LE COMTE ALBERT DE MUN


Le comte Albert de Mun, membre de l’Académie française, député du Finistère, l’un de nos plus grands orateurs, l’un de nos meilleurs écrivains, est mort subitement à Bordeaux dans la nuit de lundi à mardi dernier. Celui qu’on avait nommé le «Cuirassier blanc» n’avait guère changé depuis les jours où, jeune lieutenant de chasseurs, il défendait Metz contre l’armée prussienne, jusqu’à hier où, condamné au repos laborieux par ses soixante-treize ans, il ne défendait plus notre patrie que par la plume.

Quand le mal eut éteint sa voix, il continua d’accomplir son devoir en écrivant, et c’était la même éloquence, la même force, la même opiniâtreté. Ses convictions illuminaient sa prose comme elles avaient enflammé ses discours.

Il avait la stature héroïque et martiale des cavaliers intrépides. Il avait l’esprit ardent, la parole harmonieuse mais vibrante. C’était un combattant, toujours, même dans sa foi de catholique fervent, même dans sa générosité, sa charité, sa pitié. Ses adversaires l’estimaient sincèrement; d’aucuns durent l’aimer. Quand il reprit sa place à la Chambre, d’où la maladie l’avait momentanément éloigné, il fut salué par toute l’assemblée émue et Jean Jaurès, dressé à son banc, lui adressa de la voix et du geste un sonore témoignage d’admiration et de respect.

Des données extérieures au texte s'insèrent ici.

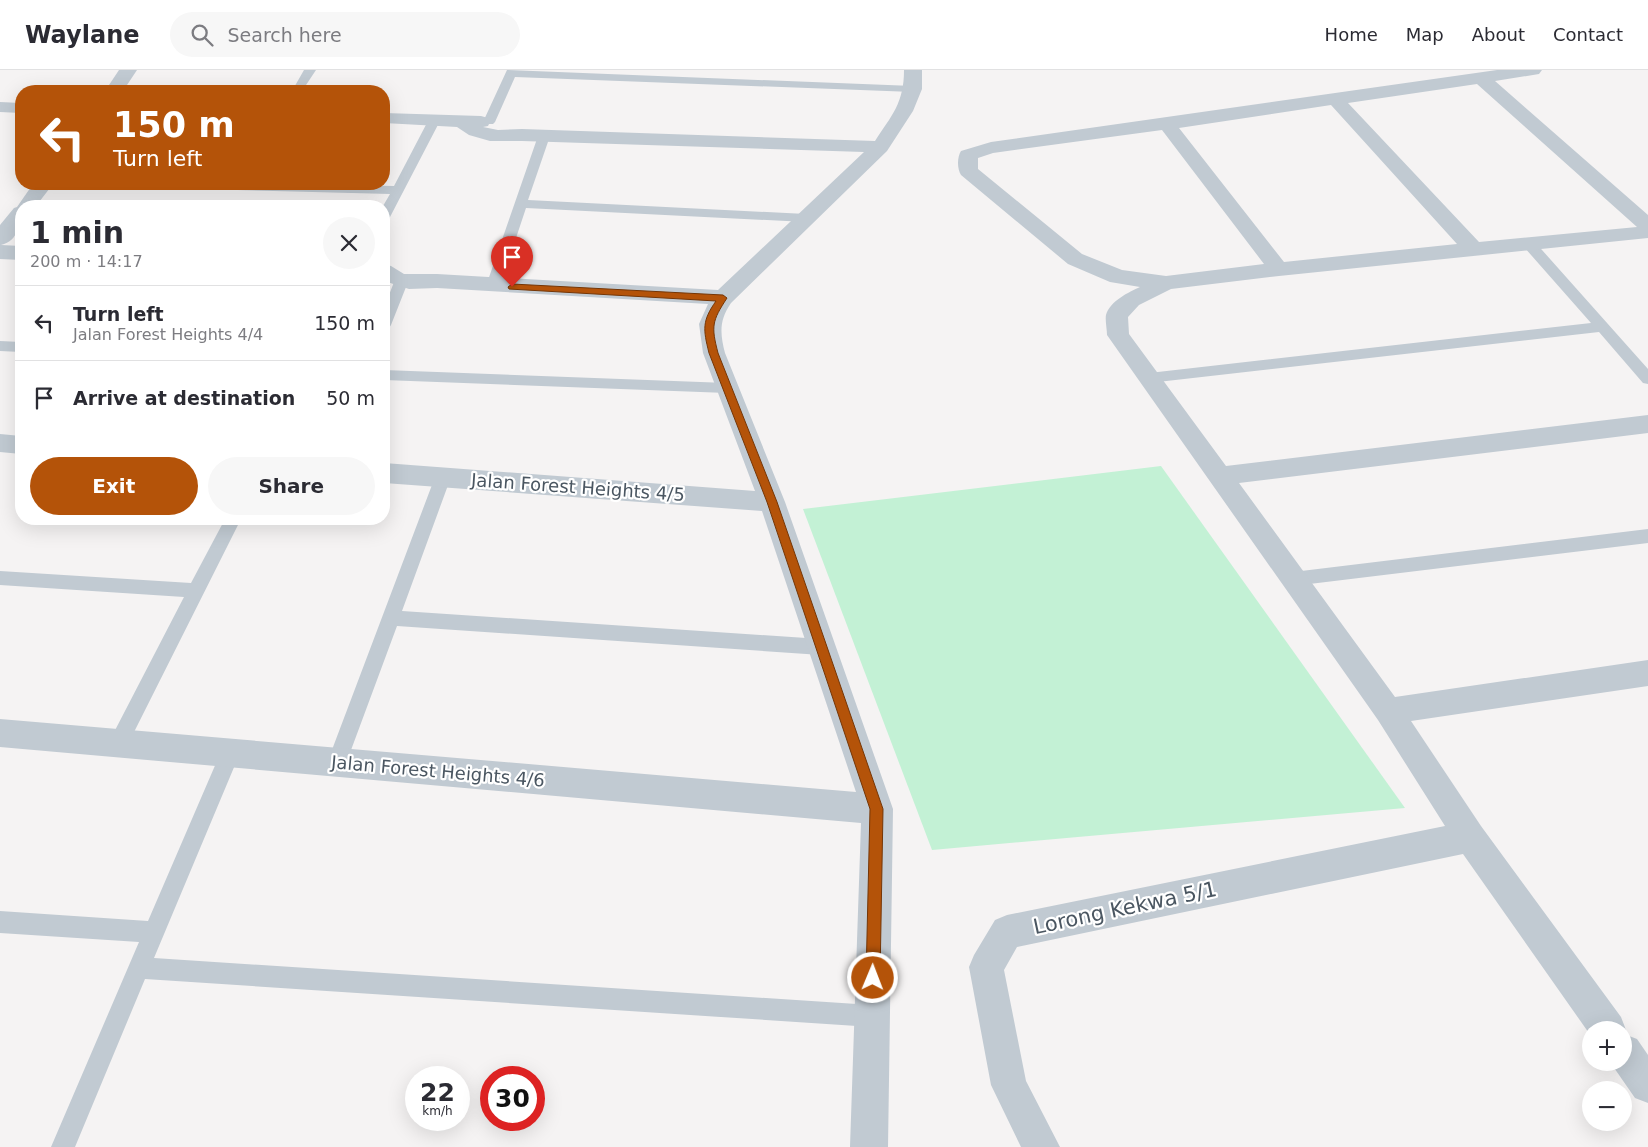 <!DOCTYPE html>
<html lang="en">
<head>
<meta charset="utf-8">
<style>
	:root { --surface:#fff; --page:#f7f7f7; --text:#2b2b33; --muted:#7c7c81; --line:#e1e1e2; --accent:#b45309 }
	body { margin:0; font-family:"DejaVu Sans",sans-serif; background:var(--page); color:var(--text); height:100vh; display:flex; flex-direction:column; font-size:19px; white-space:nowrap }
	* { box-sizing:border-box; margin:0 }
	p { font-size:16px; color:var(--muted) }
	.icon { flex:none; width:28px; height:28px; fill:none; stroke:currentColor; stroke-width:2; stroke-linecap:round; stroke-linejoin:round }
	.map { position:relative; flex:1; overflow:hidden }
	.details { position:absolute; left:15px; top:130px; width:375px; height:325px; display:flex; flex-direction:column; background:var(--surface); border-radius:20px; box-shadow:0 5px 20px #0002 }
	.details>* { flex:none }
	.hud { position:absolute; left:15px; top:15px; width:375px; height:105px; border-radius:20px; box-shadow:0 5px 20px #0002; background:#b45309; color:#fff; overflow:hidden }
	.fabs { position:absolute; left:1582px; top:951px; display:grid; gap:10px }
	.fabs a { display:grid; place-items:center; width:50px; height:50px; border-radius:50%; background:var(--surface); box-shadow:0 5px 20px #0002; font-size:25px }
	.speed { position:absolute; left:405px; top:996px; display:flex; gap:10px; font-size:25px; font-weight:700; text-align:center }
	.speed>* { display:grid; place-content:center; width:65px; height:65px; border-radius:50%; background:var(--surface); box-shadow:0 5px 20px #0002; line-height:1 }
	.speed small { font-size:12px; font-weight:400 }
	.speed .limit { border:8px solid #d22; background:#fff; color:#111 }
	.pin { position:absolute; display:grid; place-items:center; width:42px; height:42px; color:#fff; margin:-51px -21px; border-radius:50% 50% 50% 0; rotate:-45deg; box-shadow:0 0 5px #0007 }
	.pin .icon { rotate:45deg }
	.me { position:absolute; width:55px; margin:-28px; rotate:1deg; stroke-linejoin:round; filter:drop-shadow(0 0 4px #0008) }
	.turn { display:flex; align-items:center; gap:18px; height:105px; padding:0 15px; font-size:22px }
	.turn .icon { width:65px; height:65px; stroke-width:2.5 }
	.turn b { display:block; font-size:35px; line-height:42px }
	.round { display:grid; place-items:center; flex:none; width:52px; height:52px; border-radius:26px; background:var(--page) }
	.head { display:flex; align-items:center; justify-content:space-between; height:85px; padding:0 15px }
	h1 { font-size:30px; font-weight:700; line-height:38px }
	.cta { display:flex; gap:10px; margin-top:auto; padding:10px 15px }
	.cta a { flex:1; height:58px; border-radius:30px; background:var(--accent); color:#fff; font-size:20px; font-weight:700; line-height:58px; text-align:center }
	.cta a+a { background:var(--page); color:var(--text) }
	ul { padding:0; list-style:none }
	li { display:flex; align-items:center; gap:15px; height:75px; padding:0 15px; border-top:1px solid var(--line) }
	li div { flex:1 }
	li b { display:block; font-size:19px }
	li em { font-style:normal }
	header { display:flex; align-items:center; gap:30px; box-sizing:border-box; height:70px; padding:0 25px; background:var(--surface); border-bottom:1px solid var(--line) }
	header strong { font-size:24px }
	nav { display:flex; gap:28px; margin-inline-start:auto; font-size:18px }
	.search { width:350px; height:45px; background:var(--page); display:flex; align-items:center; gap:12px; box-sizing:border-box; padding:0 18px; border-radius:28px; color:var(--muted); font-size:19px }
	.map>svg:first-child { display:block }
</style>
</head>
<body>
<header>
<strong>Waylane</strong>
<div class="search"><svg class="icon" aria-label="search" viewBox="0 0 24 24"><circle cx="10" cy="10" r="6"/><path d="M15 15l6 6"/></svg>Search here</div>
<nav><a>Home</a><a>Map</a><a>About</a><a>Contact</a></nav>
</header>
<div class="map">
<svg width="1648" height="1077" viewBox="0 0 1648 1077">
	<rect width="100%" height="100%" fill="#f5f3f3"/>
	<path fill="#c3f1d5" d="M1161,396L1405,738L932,780L803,439Z"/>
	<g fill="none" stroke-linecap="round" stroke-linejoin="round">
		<path fill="#c1cad2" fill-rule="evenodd" d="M304,0H316L302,21H292Z
			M507,0L913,16L919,19L913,22L515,7L495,52L493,54H485L483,52Z
			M435,46L441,49L390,147L384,151L383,136L390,124L163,118L157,114H301L394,116L429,49Z
			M544,62L550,66L528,130L806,144L812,148L806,152L526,138L500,216L498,219H488L486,216L538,66Z
			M1529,170L1534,171L1648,299V314L1643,313L1599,262L1149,313L1144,312L1142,308L1144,304L1149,303L1591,253L1524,177L1522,174Z
			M401,208L406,209L408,212L391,255L389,258L384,260V238L394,212L396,209Z
			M0,271L21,272V282L0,281Z
			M384,300L727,313L732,314L734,318L732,322L727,323L384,310Z
			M443,401L449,403L451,407L402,541L821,569L827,571L830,577L827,583L821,585L397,556L344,699L337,702L330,699L327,693L435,407L437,403Z
			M225,449H241L125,680L118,683L111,680L108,674L111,668L184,527L0,515V501L191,513Z
			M1648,459V473L1293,516L1287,514L1284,509L1287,504L1293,502Z
			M230,674L237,677L240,683L154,888L872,935L880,938L883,946L880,954L872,957L145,909L75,1077H51L139,872L0,863V841L148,851L223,677Z"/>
		<path fill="#c1cad2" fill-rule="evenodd" d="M119,0H137L123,21H105Z
			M904,0H922V19L913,41L887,81L731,233C719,250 720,264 725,283L785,432L893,739L888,1077H850L861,753L0,677V649L856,722L762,441L384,413V393L755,421L703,283L699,254L708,234L437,218L409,219L384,211V194L391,196L404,204H437L718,220L864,82L522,71H490L469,65L457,57L384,53V43L481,46L488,48L490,52L488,56L483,57L498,60L522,59L875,71C892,45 904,33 904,0Z
			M1497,0H1542L1539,4L1533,5L1495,11L1648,145V168L1279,206L1171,219L1139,235L1128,247L1129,264L1226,396L1648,345V363L1239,413L1395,627L1648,590V616L1411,651L1481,756L1621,947L1626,960L1624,964L1637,969L1648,985V1033L1635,1028L1610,992H1624V960H1591V966L1463,784L1017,877L1004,900L1026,1011L1060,1077H1021L991,1015L969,897L974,885L995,850L1007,845L1445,756L1378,650L1107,265C1107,259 1105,250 1106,245C1110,231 1129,222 1140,217L1110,212L1068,194L961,105C957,99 957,87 961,81L991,72ZM1477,14L1637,157L1479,172L1348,33ZM1331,35L1457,174L1284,192L1179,58ZM1162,60L1264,194L1166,206L1122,200L1082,184L978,99V88L993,83Z
			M0,32L21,33V43L0,42Z
			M33,114H53L36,136H21C21,152 19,171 1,175L21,176V190L0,189V155L14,138L17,137Z
			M0,364L21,366V384L0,382Z"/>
	</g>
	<path fill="#b45309" stroke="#753606" d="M512,214L723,225L727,228C712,251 711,256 718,283L777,432L883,739L880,908L878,913L873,915L868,913L866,908L870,739L767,432L709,283C703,259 702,251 716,231L509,219L508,217Z"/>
	<g text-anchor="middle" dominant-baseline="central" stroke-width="4.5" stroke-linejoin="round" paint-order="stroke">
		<g font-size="18" fill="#4a5661" stroke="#fff">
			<text transform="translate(578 417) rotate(4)">Jalan Forest Heights 4/5</text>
			<text transform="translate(438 701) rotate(5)">Jalan Forest Heights 4/6</text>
		</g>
		<g font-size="21" fill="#4a5661" stroke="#fff">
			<text transform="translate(1125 838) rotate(-12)">Lorong Kekwa 5/1</text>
		</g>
	</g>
</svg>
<div class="fabs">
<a>+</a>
<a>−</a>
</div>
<div class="speed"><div>22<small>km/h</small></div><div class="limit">30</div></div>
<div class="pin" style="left:512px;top:217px;background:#d93025"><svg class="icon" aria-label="arrive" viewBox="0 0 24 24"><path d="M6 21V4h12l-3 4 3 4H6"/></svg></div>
<svg class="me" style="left:873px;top:908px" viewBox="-20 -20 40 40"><circle r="17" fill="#b45309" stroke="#fff" stroke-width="3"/><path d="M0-11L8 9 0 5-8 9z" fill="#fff"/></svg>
<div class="hud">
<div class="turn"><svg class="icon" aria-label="left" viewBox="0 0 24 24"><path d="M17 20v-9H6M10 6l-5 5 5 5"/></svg><div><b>150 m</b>Turn left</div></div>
</div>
<section class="details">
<div class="head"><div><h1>1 min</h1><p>200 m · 14:17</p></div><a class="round"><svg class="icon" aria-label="close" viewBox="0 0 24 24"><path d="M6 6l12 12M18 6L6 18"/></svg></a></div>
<ul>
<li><svg class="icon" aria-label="left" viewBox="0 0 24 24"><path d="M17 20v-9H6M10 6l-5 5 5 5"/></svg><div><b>Turn left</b><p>Jalan Forest Heights 4/4</p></div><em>150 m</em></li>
<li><svg class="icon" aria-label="arrive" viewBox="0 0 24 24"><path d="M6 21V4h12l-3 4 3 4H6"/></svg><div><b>Arrive at destination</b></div><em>50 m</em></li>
</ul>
<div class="cta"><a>Exit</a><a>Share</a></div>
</section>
</div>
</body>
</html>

Le comte Albert de Mun.—Phot. Nadar.

Les condoléances que reçoit Mme la comtesse de Mun disent assez quelles étaient les vertus du Français que le pays vient de perdre. Le Pape, le cardinal Amette, le président de la République et même le rédacteur en chef de l’Humanité se rencontrent ou se suivent dans l’expression de cet hommage. Ses amis, ses confrères de l’Académie viennent aussi sur sa tombe témoigner de leur regret pieux. M. Frédéric Masson salue le «grand chrétien». M. Paul Bourget lui rend les derniers devoirs dans un article qui est aussi émouvant par son ton de sincérité que par l’élégance de sa forme: «Les qualités de l’artiste en parole, dit-il, étaient incomparables chez de Mun. Il n’était pas besoin de la tribune pour qu’il les déployât. Que de fois, dans nos séances de l’Académie, j’ai admiré en lui cette puissance du verbe animé à l’occasion d’un débat auquel il prenait part!» Et sur l’homme même: «Chez Albert de Mun, la sérénité d’une existence vécue pleinement se reconnaissait à la bonne grâce, à l’aménité qu’il savait conserver à travers tous les désaccords.» Et pourtant, le sort ne le comblait point de ses faveurs: «Il est dur, il est cruel d’appartenir à une cause toujours vaincue, lorsqu’on sent que l’on porte en soi un homme d’Etat qui n’aura pas son heure. Quel ambassadeur eût fait un Albert de Mun, avec les dons de finesse qu’il avait aussi, avec ses façons de grand seigneur aimable et sa séduction faite de grâce, de tact et de fermeté.»

Il continuait son apostolat patriotique avec une virile énergie. Ses trois fils, qu’il avait formés à son exemple, combattaient aux armées. Lui, dans sa retraite, écrivait chaque jour une page éloquente que l’Echo de Paris publiait et où le public haletant trouvait à calmer son angoisse, à raffermir sa volonté. Il est mort pour ainsi dire sur le champ de bataille même, face à face avec ces ennemis qu’il avait affrontés déjà quand il avait trente ans. Sa mort met en deuil non seulement tous ceux qu’animent sa foi religieuse et ses espoirs politiques, mais tous les Français. Car en ces jours de guerre, tous les sentiments et toutes les idées se confondent, la foi avec le courage, le spiritualisme avec le patriotisme.